▶ _Task description_:
List each line of the data that holds the word "strokeStyle".
:::
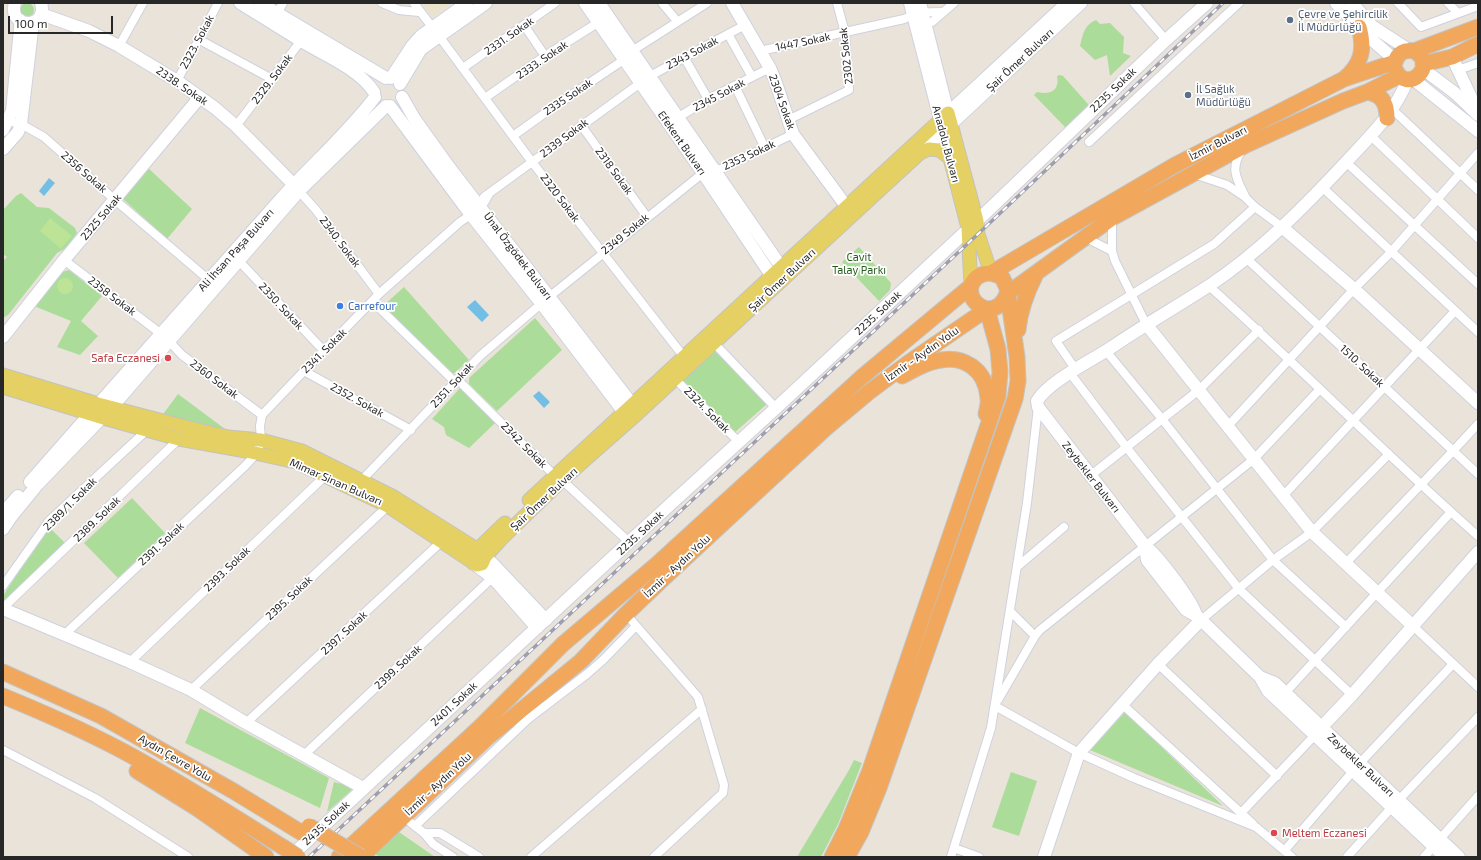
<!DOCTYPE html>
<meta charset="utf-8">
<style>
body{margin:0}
#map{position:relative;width:1481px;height:860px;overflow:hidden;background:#e9e3da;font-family:"Exo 2",sans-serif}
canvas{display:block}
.frame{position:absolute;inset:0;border:4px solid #272727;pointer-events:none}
.scale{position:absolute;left:8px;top:16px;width:105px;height:18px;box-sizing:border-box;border:2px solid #272727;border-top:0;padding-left:5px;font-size:12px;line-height:14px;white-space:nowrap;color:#272727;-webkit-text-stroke:3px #fff;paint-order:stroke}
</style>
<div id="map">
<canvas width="1481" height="860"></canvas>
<div class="frame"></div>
<div class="scale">100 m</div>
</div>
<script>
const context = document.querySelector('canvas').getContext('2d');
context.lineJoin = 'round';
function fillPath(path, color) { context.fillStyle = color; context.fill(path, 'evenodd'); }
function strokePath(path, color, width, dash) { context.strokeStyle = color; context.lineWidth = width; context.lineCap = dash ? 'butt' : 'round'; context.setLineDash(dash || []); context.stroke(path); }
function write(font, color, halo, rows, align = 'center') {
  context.font = font + ' "Exo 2",sans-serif'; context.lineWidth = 3.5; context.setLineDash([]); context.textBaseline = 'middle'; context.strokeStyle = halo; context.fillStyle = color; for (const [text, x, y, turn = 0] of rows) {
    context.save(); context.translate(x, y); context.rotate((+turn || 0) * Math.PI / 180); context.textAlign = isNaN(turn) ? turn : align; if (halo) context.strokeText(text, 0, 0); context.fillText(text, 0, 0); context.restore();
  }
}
fillPath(new Path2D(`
 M423,3h28l-19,14z`), '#eae2ca');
fillPath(new Path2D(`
 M20 10a7 7 0 1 1 14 0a7 7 0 1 1-14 0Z
 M1096,20l4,4 10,-1 14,14 -1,16 8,3 -21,20 -3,-21 -12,5 -15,-14c3,-12 4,-21 16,-26z
 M1060,75l3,1 25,28v3l-20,19 -3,1 -31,-32 3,-3c13,3 23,-1 20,-16z
 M147,167l45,42 -25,30 -45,-41z
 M21,193l16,14 12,1 26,20 2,5 -11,15 -9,5 -49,62 -5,3v-57l4,-4 -4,-3v-44l13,-14z
 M859,247l32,36 -1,7 -11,11 -37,-39z
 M69,270l33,26 -21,25 17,15 -18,19 -23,-8 14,-26 -37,-15 28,-34z
 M404,287l65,73 -18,16 -69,-69z
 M535,318l27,32 -65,61 -28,-27v-6z
 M717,349l51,54 -35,31 -51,-53z
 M460,388l35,35 -26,25 -23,-13 -2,-8 -12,-8z
 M178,394l47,35 -1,2 -63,-14z
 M132,498l33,35 -47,45 -34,-35z
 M48,526l17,17 -62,61v-8z
 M200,708l129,70 -9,30 -135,-65z
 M1125,712l98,94 -133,-56z
 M854,760l8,3 -24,61 -17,33h-24l52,-87z
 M1011,772l26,9 -18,55 -27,-9z
 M334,782l21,5 -28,25z
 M399,832l36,25h-55l-7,-4z`), '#abdc99');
fillPath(new Path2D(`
 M50,218l22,18 -11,13 -21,-18z
 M57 286a8 8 0 1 1 16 0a8 8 0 1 1-16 0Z`), '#bce396');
fillPath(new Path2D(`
 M49,178l6,5 -11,13 -5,-5z
 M475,300l14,15 -7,7 -15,-15z
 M539,391l11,11 -6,6 -11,-12z`), '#73bee4');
const street = new Path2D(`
 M382,3l17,7 20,2
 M414,3l18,24
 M662,3l15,18
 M1134,3l32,37
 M1398,3l23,24 57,-21
 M1448,3l10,10
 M277,14l6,-11
 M920,24l12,-2 22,-19
 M524,25l21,31
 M728,34l24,43
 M439,36l93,126 152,195
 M198,39l74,40
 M119,46l24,-43
 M632,51l75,-48
 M760,51l144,-32c13,-7 24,-7 38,-7
 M684,57l24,42
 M463,68l92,-65
 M1458,70l20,-7
 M177,81l41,-78
 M735,86l30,62
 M485,98l60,-42 54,-34
 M1392,109l86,81
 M674,120l34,-21 62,-31
 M788,120l61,-30 -4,-57 -8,-30
 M8,121l13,3 23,13 71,63 94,80
 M581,125l66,92
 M236,126l67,-88
 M513,136l39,-28 73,-49
 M1371,136l107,102
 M1089,142l150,-139
 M1242,150c-12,18 -6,28 3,46
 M1346,162l132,122
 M1194,174l33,11 18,12 10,10 27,20
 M1322,187l156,145
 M299,191l17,19 63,84
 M484,197l166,-121 95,-51
 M1112,218v33l3,10 31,63
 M1084,237l28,14
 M1246,258l232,216
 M64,260l96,73
 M239,261l85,90
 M1209,286c91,81 177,169 269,250
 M372,301l83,81
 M168,340l14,15 80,60
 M714,343l62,65
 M1106,351l56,68 111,141 73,67
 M1076,370l-20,-29 158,-97 41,-37
 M304,371l107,59
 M1070,373l57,75 112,141 113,106
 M457,379l97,96 8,5 67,62
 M675,379l64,63
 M1228,426l126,-137 37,-37 87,-99
 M1090,476l109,-86 60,-60
 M361,481l119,-125 69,-59 154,-124 10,-4h8l72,-35
 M1283,496l172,-185
 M1346,563l107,-112 25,-27
 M1017,567l47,-40
 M3,586l46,-65 98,-91
 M3,608l178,-171
 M1010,611l25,25
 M626,614l72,83 26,88 -1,8 -69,64
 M1201,620l72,-60 39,-28 77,-78
 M1413,626l65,61
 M64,635l181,-169 12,-13 4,-13 -1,-14 2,-11 42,-44 75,-77 81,-72 21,-14 8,-14
 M130,662l195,-186
 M1158,664l119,112
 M191,690l197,-184
 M1285,693l166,-181
 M998,700l37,-64 5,-6 214,-171 66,-70
 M1122,704l131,120
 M995,706l84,47 55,25 122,49 36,30
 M246,723l195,-181
 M3,750l92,48 93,59
 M304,755l188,-177
 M1241,813l74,-78
 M411,823l13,10 9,11 20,13
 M415,826l113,-107 59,-45 16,-14 33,-34
 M424,833h16l39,24
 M954,848l25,9
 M1285,850l75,-87 93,-99
 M531,857l171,-148
 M951,857l40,-129 36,-225 11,-96
 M1347,857l45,-50 86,-90
 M1424,857l54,-61`);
const secondary = new Path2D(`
 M15,3c-8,27 34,26 26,0
 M240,3c21,13 42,26 63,39 23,14 56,27 71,50
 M260,3l126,75
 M585,3l118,170 74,111
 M599,3l187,271
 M732,3l38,65 5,12 18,54 59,80
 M910,3l40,155
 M920,3l28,110 119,-110
 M1336,3l36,37 23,20
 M1352,3l20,23 37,24
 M41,14l48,17 30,15 58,35 38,27 21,18 63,64
 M1452,57l25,53
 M1423,69l32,24 23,22
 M391,78l21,-32 9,-10 46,-33
 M1408,79c-14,35 -37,56 -61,82 -41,44 -87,91 -137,124 -32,21 -66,40 -98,62 -21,14 -63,34 -75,54l1,6 107,139c12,8 48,56 51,69l64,62 8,14 177,166
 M1413,79l65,52
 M400,84l21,-35 65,-46
 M402,97l12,21 35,49 189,245
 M390,106l81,109 70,88 89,117
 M3,130l9,-19 8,-82v-9
 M3,149l15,-17 3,-8 12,-102
 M920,153l161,-150
 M1282,227l72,62 124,114
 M1146,324l166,208 101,94
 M3,337l61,-77 136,-163
 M30,482c82,-94 166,-187 249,-281 31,-35 68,-67 96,-104
 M3,513l15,-17
 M3,529l8,-12 26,-32 75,-78 187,-216 87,-85
 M1145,546l2,14 39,50 9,5
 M485,557l8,7 53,56
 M473,563l21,16 43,49
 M3,609l127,53 61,28 55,33 117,65
 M1260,677l15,6 184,174
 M1316,733l36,-38 126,-143
 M290,857l339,-315 147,-134 201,-187 189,-181 41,-37
 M1044,857l35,-104 79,-89 43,-44`);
const primary = new Path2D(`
 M3,375l95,29 92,24 38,9 33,3 41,11 92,46 89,56
 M3,387l104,32 72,20 67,12 50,11 92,44 89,59 5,-1 3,-7 18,-20 59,-57 76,-67 245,-226 37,-34 9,-4 10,1 11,8 18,70 3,58
 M529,500l419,-387 29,108 1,13 13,39
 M473,563l-3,-4 2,-7 5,-2 28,-27`);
const highway = new Path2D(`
 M1423,64l29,-7 26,-13
 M1395,69c11,27 45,-4 19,-18
 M1344,79c18,-15 21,-30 15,-52
 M1367,92c15,2 20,12 20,26
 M1007,294l105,-76 134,-73 97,-44 24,-9 32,-16
 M987,309c-24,-7 -21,-36 4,-36l184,-108 169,-86 51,-17c3,-9 9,-13 19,-11l64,-24
 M1018,330c2,-20 8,-36 17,-54
 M902,376c10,-5 22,-13 34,-15 27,-7 50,8 52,37 1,5 -1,11 -2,16
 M3,672l98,44 134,76 67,41
 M3,696c39,16 78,33 116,53 57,30 112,66 167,100
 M137,771l61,38 68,48
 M339,857l140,-129 84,-84 93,-79 207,-189 108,-90
 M361,857l126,-119 94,-77 45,-47 41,-39 159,-147 43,-36 39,-29 79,-54c10,0 16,-5 20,-15
 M832,857l14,-28 24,-59 128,-374 2,-24 -2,-23 -11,-40
 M847,857l14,-25 18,-44 136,-389 3,-18 -1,-24 -10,-69 -5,-11 -11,-4`);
strokePath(street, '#cfd1df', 10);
strokePath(secondary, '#cfd1df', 14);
strokePath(primary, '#c3c3c3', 15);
strokePath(highway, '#c3c3c3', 17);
strokePath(street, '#fff', 8);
strokePath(secondary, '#fff', 12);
strokePath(primary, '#e5d063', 13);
strokePath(highway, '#f1a85c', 15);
const rail = new Path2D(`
 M309,857l669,-623 245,-231`);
strokePath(rail, '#9d9eb0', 3.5);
strokePath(rail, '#fff', 2, [6]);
const highwayBridge = new Path2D(`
 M309,826l52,31
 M286,849l12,8`);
strokePath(highwayBridge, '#c3c3c3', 17, []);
strokePath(highwayBridge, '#f1a85c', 15);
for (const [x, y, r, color] of [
 [1290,20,4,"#5c6f8a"],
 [1188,95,4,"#5c6f8a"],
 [340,306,4,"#3f7fe0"],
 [168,358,4,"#e0444e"],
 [1274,833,4,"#e0444e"]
]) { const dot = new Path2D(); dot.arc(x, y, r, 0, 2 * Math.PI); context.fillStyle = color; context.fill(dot); strokePath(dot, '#fff', 1.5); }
write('11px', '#4e5e75', '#fff', [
 ["Çevre ve Şehircilik",1298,14],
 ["İl Müdürlüğü",1298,27],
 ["İl Sağlık",1196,89],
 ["Müdürlüğü",1196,102]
], 'left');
write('11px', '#272727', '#fff', [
 ["2331. Sokak",509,36,-35],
 ["2323. Sokak",197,42,-62],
 ["1447 Sokak",803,42,-12],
 ["2343 Sokak",692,53,-28],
 ["2302 Sokak",846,56,-96],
 ["2333. Sokak",542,60,-34],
 ["Şair Ömer Bulvarı",1020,60,-43],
 ["2329. Sokak",272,79,-53],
 ["2338. Sokak",182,86,34],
 ["2235. Sokak",1113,90,-44],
 ["2345 Sokak",719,95,-28],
 ["2335 Sokak",568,97,-34],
 ["2304 Sokak",782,102,70],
 ["2339 Sokak",564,138,-37],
 ["Efekent Bulvarı",682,143,55],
 ["İzmir Bulvarı",1218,143,-27],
 ["Anadolu Bulvarı",946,144,75],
 ["2353 Sokak",749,155,-25],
 ["2318 Sokak",614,171,54],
 ["2356 Sokak",84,172,41],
 ["2320 Sokak",560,198,53],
 ["2325 Sokak",101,217,-50],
 ["2349 Sokak",625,234,-39],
 ["2340. Sokak",340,242,53],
 ["Ali İhsan Paşa Bulvarı",236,250,-48],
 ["Ünal Özgödek Bulvarı",518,256,53],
 ["Şair Ömer Bulvarı",782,280,-43],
 ["2358 Sokak",112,296,37],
 ["2350. Sokak",281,306,47],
 ["2235. Sokak",878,313,-43],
 ["2341. Sokak",324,351,-45],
 ["İzmir - Aydın Yolu",922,354,-35],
 ["1510. Sokak",1362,366,43],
 ["2360 Sokak",214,379,37],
 ["2351. Sokak",452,385,-47],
 ["2352. Sokak",357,400,29],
 ["2324. Sokak",707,410,45],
 ["2342. Sokak",524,445,45],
 ["Zeybekler Bulvarı",1091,477,52],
 ["Mimar Sinan Bulvarı",336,482,24],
 ["Şair Ömer Bulvarı",544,499,-43],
 ["2389/1. Sokak",70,504,-45],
 ["2389. Sokak",97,519,-44],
 ["2235. Sokak",640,533,-43],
 ["2391. Sokak",161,544,-43],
 ["İzmir - Aydın Yolu",677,566,-43],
 ["2393. Sokak",227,569,-44],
 ["2395. Sokak",289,598,-43],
 ["2397. Sokak",344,633,-43],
 ["2399. Sokak",398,667,-43],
 ["2401. Sokak",454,704,-43],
 ["Aydın Çevre Yolu",175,758,30],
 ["Zeybekler Bulvarı",1361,765,43],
 ["İzmir - Aydın Yolu",438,784,-43],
 ["2435. Sokak",326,823,-43]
]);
write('11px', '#275d1e', '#fff', [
 ["Cavit",859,257],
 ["Talay Parkı",859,270]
]);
write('11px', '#366cbe', '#fff', [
 ["Carrefour",348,306]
], 'left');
write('11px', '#be3a42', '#fff', [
 ["Safa Eczanesi",160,358],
 ["Meltem Eczanesi",1282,833,"left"]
], 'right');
</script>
:::
▶ _Written response_:
function strokePath(path, color, width, dash) { context.strokeStyle = color; context.lineWidth = width; context.lineCap = dash ? 'butt' : 'round'; context.setLineDash(dash || []); context.stroke(path); }
  context.font = font + ' "Exo 2",sans-serif'; context.lineWidth = 3.5; context.setLineDash([]); context.textBaseline = 'middle'; context.strokeStyle = halo; context.fillStyle = color; for (const [text, x, y, turn = 0] of rows) {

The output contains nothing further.